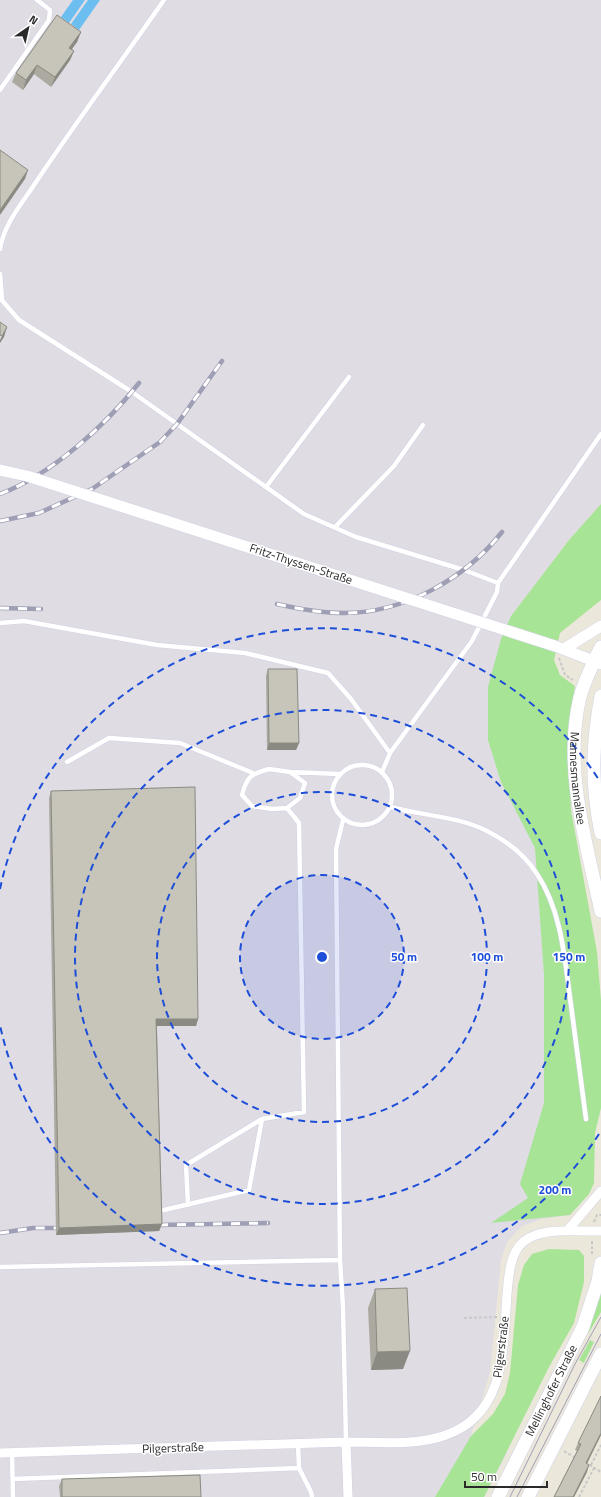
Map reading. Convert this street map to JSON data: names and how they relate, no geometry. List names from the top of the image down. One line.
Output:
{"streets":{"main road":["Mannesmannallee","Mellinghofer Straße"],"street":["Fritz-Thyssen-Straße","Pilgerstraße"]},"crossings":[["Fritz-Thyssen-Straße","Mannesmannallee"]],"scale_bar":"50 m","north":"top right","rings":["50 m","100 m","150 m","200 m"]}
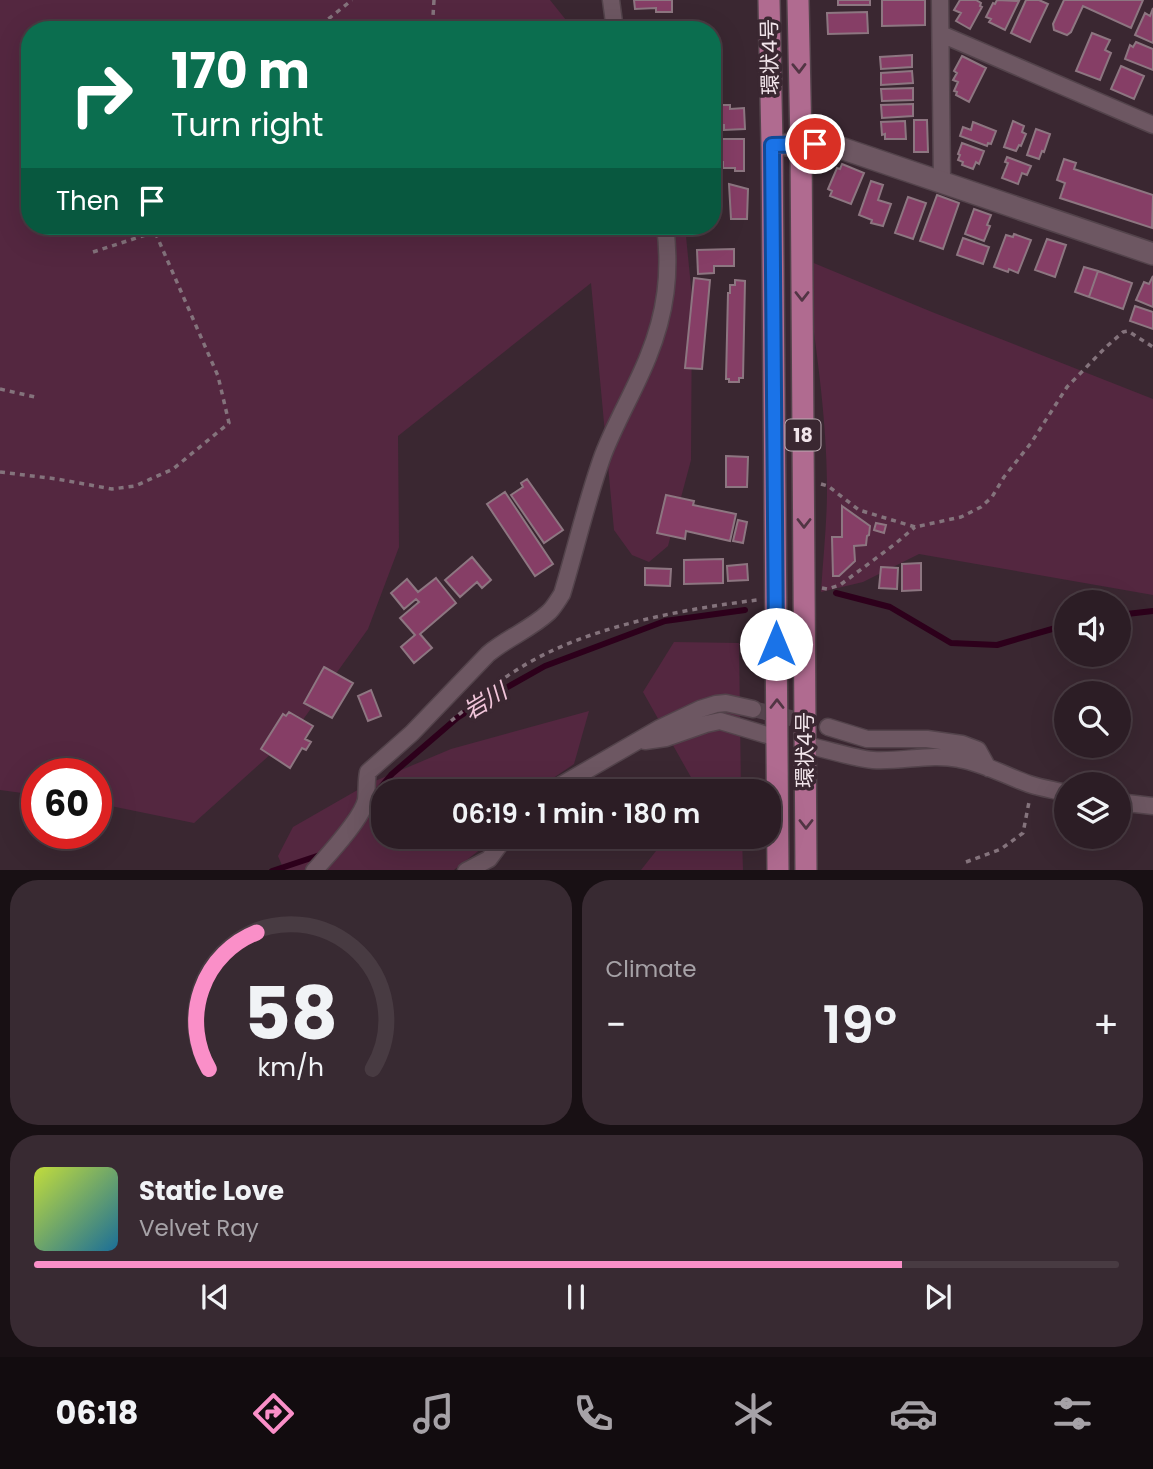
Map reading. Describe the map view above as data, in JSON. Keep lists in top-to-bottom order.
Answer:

#####

Copy out all the data exactly. The images should not appear in the copy.

■ EXERCISE OUTPUT:
Map reading. Convert this street map to JSON data: names and how they relate, no geometry. List names from the top of the image down. One line.
Output:
{"streets":{"main road":["Mannesmannallee","Mellinghofer Straße"],"street":["Fritz-Thyssen-Straße","Pilgerstraße"]},"crossings":[["Fritz-Thyssen-Straße","Mannesmannallee"]],"scale_bar":"50 m","north":"top right","rings":["50 m","100 m","150 m","200 m"]}
Map reading. Describe the map view above as data, in JSON. Keep lists in top-to-bottom order.
Answer:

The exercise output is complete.